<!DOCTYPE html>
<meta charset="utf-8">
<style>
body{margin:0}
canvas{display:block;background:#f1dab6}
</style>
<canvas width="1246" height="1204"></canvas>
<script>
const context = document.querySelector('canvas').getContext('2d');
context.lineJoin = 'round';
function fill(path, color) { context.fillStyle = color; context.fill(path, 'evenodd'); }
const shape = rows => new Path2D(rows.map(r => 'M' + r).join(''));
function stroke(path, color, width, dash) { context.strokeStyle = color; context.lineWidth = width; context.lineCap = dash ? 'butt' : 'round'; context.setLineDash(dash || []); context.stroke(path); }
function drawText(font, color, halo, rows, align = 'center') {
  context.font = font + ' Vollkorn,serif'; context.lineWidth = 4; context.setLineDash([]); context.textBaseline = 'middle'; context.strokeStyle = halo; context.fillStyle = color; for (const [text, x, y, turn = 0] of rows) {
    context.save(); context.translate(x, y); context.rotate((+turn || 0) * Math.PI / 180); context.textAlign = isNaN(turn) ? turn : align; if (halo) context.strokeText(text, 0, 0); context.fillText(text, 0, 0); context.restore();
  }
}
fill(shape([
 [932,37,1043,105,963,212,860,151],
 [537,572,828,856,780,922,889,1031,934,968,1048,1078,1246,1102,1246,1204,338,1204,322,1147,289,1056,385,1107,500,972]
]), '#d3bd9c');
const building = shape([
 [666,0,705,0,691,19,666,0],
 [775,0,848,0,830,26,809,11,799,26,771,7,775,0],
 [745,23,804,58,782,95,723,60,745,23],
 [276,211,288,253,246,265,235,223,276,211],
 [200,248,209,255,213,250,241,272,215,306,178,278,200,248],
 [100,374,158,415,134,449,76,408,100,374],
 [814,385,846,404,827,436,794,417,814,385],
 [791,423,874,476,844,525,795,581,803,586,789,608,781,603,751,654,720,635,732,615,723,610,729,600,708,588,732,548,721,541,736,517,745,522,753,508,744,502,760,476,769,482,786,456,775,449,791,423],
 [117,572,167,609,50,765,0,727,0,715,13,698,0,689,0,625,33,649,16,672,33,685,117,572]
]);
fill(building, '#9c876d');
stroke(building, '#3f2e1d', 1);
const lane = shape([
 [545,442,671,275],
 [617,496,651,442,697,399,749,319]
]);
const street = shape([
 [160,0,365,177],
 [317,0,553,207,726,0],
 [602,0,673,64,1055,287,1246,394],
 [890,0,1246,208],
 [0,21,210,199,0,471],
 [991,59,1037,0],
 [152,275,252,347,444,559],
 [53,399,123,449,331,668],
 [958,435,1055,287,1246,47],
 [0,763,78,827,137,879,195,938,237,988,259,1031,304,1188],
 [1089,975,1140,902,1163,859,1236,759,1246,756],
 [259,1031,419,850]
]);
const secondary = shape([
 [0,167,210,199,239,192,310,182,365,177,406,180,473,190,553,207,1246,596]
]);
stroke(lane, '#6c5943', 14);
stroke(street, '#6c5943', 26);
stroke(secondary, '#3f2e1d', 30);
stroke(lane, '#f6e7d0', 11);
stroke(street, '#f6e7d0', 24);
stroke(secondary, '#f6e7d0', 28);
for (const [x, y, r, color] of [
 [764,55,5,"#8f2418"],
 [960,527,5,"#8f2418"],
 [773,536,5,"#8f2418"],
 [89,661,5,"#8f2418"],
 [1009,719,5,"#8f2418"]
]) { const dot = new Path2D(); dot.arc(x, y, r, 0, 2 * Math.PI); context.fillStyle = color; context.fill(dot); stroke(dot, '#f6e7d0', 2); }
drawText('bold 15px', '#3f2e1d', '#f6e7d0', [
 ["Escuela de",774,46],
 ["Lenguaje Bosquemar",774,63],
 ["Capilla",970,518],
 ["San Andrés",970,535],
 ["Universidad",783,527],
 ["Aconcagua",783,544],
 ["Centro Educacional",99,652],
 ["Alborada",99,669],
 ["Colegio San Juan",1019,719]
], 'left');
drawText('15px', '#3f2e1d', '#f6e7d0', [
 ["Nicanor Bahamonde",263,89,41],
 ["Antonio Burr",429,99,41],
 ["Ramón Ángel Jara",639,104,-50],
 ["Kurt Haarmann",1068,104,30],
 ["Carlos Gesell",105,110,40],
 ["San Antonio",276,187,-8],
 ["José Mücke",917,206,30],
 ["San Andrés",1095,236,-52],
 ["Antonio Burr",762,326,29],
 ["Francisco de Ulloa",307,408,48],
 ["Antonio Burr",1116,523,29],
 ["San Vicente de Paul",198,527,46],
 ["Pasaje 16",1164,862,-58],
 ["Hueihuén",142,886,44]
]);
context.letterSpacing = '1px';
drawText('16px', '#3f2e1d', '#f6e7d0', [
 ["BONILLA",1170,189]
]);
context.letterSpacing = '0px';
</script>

* * * * *

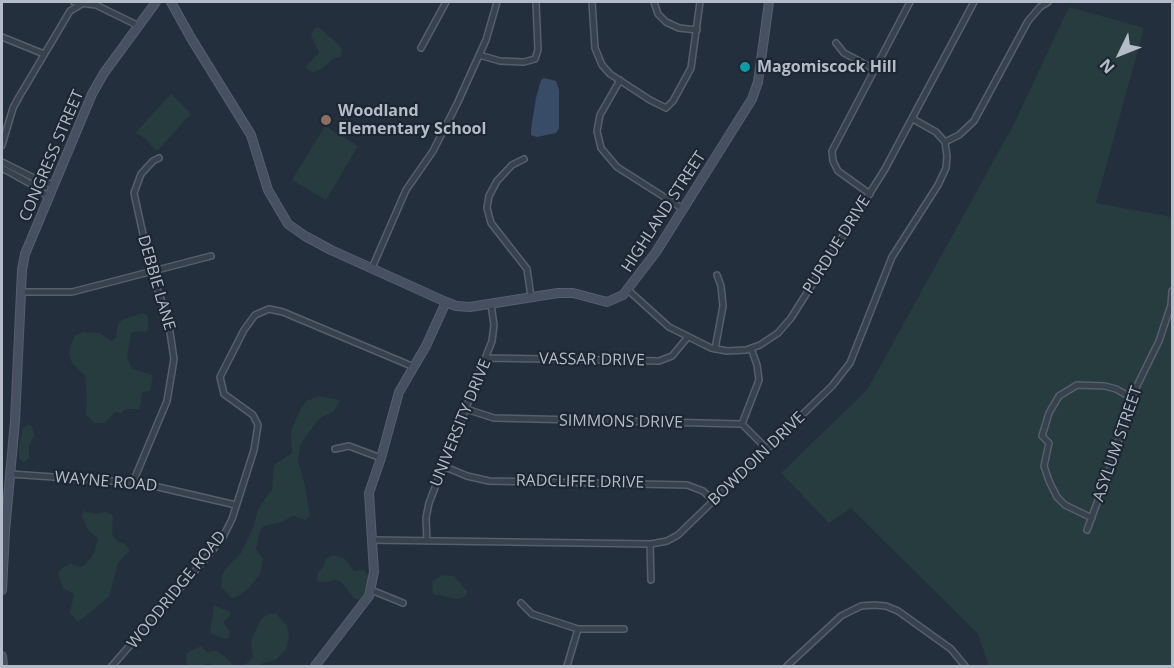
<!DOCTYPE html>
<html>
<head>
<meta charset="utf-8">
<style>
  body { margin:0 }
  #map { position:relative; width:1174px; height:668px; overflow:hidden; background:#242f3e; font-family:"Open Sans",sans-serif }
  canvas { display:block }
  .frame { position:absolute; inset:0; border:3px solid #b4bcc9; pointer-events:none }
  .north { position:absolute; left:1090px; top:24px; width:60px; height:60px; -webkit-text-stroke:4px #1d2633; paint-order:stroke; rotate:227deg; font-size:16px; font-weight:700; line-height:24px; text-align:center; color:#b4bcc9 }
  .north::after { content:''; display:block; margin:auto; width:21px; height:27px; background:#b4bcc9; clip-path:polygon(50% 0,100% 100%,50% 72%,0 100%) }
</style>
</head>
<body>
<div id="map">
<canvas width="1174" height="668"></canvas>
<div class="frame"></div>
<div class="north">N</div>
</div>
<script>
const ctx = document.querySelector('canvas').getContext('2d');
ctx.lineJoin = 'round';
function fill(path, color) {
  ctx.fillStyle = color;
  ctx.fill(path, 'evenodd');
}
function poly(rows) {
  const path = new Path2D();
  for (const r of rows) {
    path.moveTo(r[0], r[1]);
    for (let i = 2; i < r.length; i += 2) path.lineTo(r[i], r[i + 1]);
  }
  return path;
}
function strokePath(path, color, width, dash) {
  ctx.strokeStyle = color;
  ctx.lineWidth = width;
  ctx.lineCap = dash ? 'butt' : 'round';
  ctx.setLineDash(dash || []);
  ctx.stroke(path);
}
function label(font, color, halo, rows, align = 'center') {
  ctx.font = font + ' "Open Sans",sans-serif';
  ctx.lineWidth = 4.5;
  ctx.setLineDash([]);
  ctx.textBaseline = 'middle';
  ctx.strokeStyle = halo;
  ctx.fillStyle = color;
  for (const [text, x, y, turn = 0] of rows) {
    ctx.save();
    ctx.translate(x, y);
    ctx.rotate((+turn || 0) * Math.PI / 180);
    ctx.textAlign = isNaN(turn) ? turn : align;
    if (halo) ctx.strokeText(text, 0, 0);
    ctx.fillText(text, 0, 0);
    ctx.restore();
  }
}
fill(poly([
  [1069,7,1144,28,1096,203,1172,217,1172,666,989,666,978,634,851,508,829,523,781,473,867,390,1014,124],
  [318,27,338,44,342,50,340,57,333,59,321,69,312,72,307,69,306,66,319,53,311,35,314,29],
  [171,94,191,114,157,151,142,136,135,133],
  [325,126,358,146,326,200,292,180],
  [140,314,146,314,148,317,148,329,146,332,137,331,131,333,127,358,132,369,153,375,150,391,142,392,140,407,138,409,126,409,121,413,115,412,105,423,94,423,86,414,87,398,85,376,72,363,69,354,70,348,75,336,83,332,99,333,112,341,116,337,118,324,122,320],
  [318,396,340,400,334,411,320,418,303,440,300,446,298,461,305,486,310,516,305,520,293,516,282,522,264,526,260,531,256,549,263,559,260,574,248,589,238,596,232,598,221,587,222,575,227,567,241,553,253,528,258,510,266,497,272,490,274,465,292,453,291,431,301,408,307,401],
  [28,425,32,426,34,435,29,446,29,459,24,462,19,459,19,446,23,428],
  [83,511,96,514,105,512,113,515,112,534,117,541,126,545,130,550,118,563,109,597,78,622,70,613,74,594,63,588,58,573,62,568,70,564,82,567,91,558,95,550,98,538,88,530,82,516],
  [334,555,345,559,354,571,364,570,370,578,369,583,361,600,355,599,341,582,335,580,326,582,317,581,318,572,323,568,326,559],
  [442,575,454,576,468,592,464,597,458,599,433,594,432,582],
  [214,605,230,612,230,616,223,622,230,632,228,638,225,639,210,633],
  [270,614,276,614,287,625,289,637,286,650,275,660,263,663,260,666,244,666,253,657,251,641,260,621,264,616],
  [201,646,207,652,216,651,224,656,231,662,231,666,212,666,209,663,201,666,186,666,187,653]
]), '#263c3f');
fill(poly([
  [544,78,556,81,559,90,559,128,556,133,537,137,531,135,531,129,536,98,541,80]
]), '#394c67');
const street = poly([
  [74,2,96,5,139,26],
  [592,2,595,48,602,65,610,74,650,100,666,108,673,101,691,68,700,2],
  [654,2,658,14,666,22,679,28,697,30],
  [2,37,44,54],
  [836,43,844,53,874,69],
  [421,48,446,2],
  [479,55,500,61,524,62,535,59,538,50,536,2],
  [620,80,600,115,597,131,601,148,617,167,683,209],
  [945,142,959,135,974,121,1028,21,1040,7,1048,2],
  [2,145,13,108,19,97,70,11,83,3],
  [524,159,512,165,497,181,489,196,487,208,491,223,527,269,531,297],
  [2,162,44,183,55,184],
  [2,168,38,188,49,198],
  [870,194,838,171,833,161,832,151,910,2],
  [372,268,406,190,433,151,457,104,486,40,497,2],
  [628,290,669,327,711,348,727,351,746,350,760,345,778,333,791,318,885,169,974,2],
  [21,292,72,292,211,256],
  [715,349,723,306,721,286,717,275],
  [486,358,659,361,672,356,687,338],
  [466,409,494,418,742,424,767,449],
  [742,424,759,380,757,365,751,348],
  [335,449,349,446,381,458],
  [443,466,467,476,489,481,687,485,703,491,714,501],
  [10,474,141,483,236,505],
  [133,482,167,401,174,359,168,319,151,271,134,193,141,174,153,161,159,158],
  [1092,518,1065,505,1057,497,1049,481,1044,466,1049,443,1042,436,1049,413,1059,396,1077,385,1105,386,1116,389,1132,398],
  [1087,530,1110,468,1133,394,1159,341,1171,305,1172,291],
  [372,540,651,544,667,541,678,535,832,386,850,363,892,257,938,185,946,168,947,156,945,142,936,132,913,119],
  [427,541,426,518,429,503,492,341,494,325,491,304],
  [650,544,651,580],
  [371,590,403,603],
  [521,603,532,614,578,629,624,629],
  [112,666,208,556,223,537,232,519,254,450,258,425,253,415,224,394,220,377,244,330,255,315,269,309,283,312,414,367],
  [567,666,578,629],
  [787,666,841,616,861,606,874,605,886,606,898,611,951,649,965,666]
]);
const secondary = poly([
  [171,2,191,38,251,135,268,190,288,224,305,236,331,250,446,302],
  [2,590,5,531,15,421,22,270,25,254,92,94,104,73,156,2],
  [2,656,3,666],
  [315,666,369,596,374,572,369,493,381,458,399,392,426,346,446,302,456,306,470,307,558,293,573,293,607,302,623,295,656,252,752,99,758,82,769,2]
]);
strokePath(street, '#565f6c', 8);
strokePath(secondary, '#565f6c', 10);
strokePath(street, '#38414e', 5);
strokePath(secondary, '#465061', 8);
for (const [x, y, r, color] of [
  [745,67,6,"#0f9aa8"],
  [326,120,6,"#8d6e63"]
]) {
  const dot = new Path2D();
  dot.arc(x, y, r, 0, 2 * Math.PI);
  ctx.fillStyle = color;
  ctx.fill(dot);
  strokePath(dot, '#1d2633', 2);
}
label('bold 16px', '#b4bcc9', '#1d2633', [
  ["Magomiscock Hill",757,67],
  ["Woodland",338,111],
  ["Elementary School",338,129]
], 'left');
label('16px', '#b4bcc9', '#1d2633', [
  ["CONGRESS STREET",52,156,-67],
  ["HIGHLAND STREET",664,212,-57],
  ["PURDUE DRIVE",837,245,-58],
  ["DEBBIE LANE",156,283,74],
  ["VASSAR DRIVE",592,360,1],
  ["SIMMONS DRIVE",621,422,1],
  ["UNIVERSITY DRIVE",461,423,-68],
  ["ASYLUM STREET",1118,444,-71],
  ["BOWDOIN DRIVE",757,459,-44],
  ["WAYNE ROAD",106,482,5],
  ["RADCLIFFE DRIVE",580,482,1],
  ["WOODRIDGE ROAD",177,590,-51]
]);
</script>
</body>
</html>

* * * * *

▶ [WORK TASK]:
A single number, please: how many lines in the data above contain the string "fillText"?

▶ [RESULT]:
2